Potential Osteoporosis Prevention and Treatment Therapy Fails in Recent Study
6/16/2003
Vibration therapy, which involves standing on a vibrating plate for a short period of time every day or couple of days, has been suggested to potentially prevent and treat the bone-thinning disease osteoporosis. Previous studies involving animals showed impressive results - after therapy, animals' bone-mineral density (BMD) increased more than those obtained with exercise. Results from a few preliminary studies in patients (e.g. postmenopausal women and children with cerebral palsy) have also been described as encouraging. Yet the current study on human patients found that this form of therapy had no effect on bone.
Dr. Saila Torvinen and colleagues from Tampere University Hospital in Finland studied 56 healthy adult volunteers, aged 19 to 38 years old. Volunteers participated in either vibration therapy or the "control" therapy. Vibration therapy consisted of whole-body vibration for four minutes per day, three to five days a week, and over a period of eight months. Bone effects were measured at the beginning and end of study by two methods: peripheral quantitative computed tomography (PQCT) and dual-energy x-ray absorptiometry (DEXA). Serum markers of bone turnover were also studied at the study's beginning and at 3, 6, and 8 months.
The researchers also looked for an effect on muscle. At the beginning and end of the study, volunteers performed five tests that measured items like vertical jump, grip strength, and postural sway.
For those undergoing vibration therapy, none of the tests revealed any effect on bone at any site in these young, healthy volunteers. The only change was seen in the volunteers' vertical jump height, which increased by 7.8% in the vibration vs. control group.
Yet the pioneer of vibration-therapy, Dr. Clinton Rubin (New York University, Stony Brook) criticized several aspects of this study.
- Rubin's animal studies showed vibration therapy's benefits while using a vibration magnitude that was 50 times greater than those used in Torvinen's study - that is a huge discrepancy. Rubin points out that more is not necessarily better since too much stimulus may shut the system down. "In fact, I worry that the signals used in this study (or imposed by their device) may actually cause damage, as vibration is considered a key pathogen in low back pain, as shown in helicopter pilots and truck drivers." He compares the "dosing" of vibration therapy to the "dosing" of drugs - "…one dose may be beneficial, but another (not necessarily lower) may be ineffective, and yet another may be deleterious."

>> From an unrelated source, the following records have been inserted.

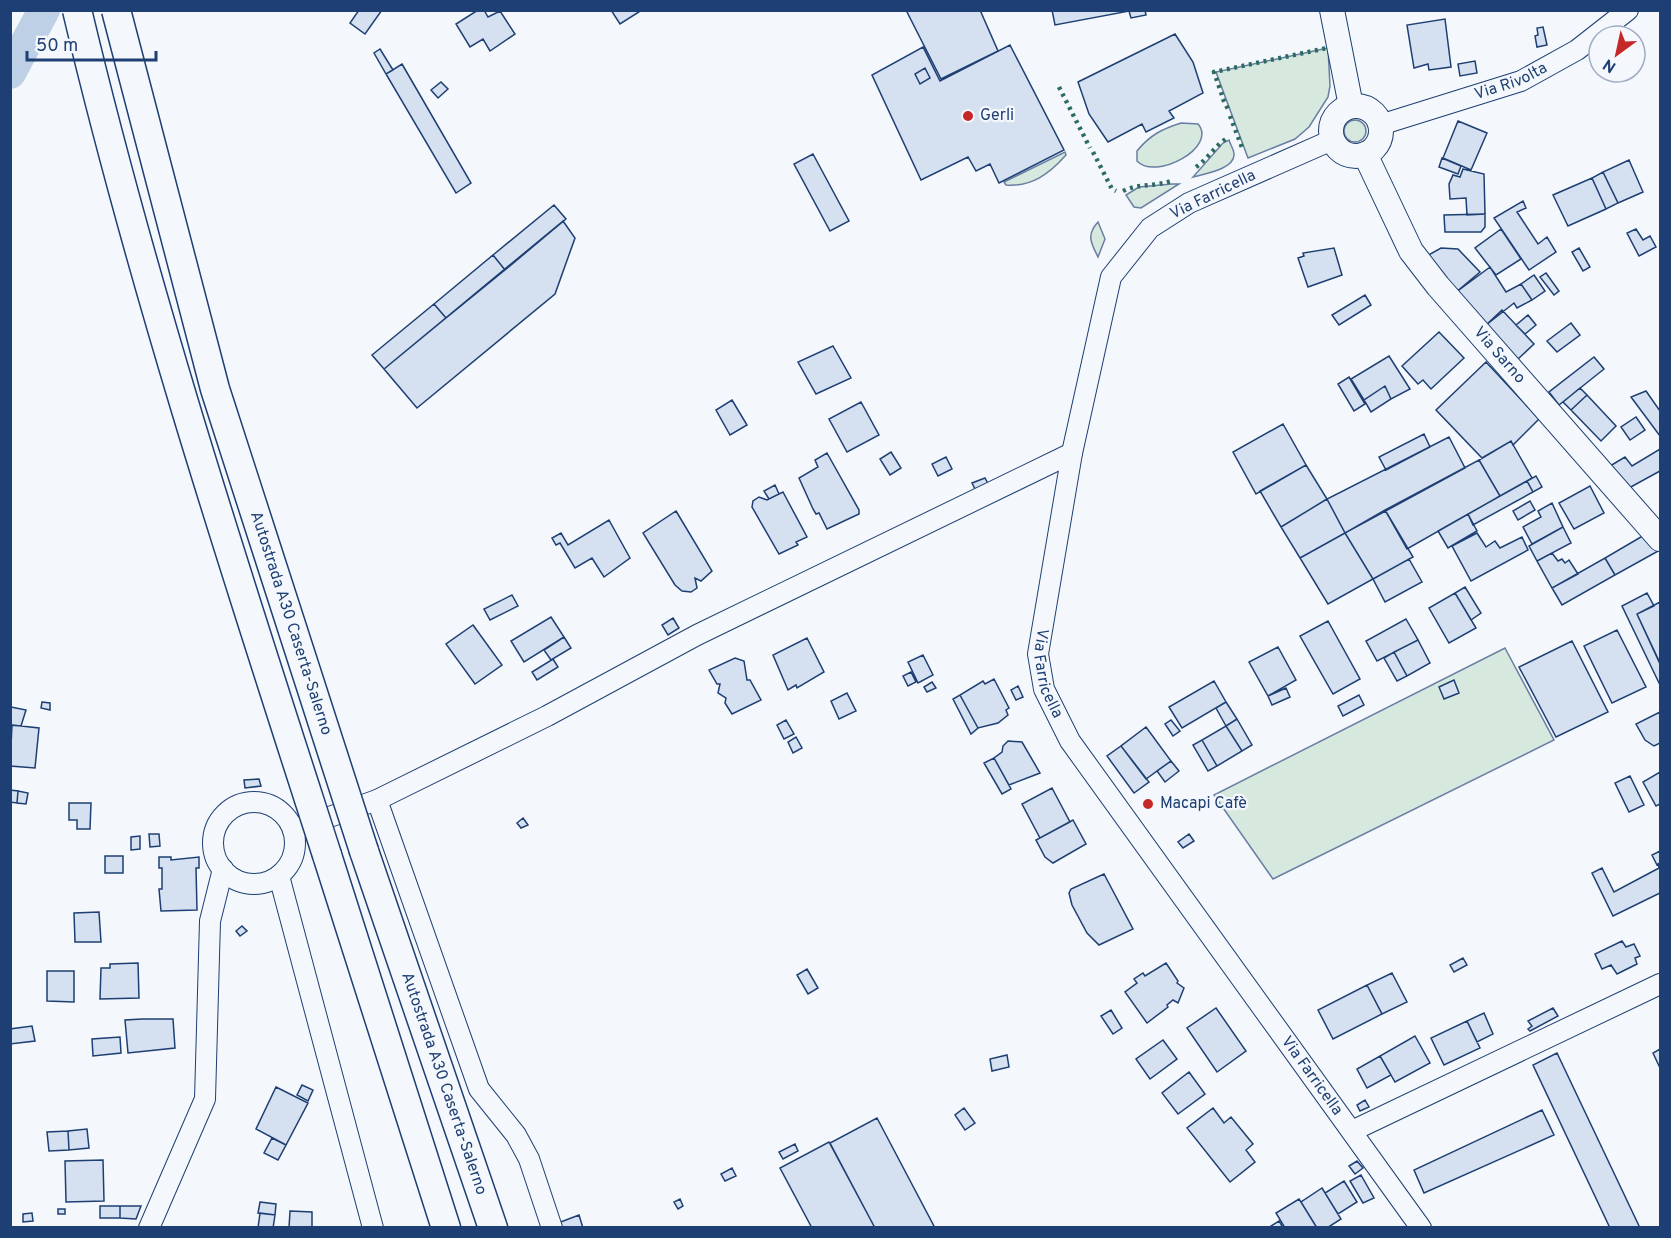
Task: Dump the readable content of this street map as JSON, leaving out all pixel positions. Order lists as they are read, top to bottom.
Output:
{
  "streets": {
    "highway": ["Autostrada A30 Caserta-Salerno"],
    "main road": ["Via Sarno"],
    "street": ["Via Rivolta", "Via Farricella"]
  },
  "crossings": [
    ["Via Rivolta", "Via Farricella"],
    ["Via Rivolta", "Via Sarno"],
    ["Via Farricella", "Via Sarno"]
  ],
  "places": ["Gerli", "Macapi Cafè"],
  "scale_bar": "50 m",
  "north": "bottom left"
}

- He questions whether eight months is long enough to give the therapy a chance since bone adaptation is a long process. Rubin's group is currently running a study spanning several years. Even osteoporosis trials with drugs like bisphosphonates and parathyroid hormone (PTH) run for years.
- According to an interview with Joint and Bone's Rheumawire, Rubin explains: "I'm not sure I understand why anyone would choose to examine young, healthy subjects." Vibration therapy is thought to work because "it provides a surrogate for a stimulus that is no longer there…In the elderly or in children with cerebral palsy, the muscle wasting ends up denying what we believe is a key regulatory stimulus to the bone…and the [vibration therapy] signal 'replaces' that. In a young, healthy population, there is no reason to suspect that such a regulatory signal is missing, so the vibration is simply perceived as noise." He says that it is like trying bisphosphonates or PTH in a young, healthy population; "I can't imagine that they would do anything (good, anyway)."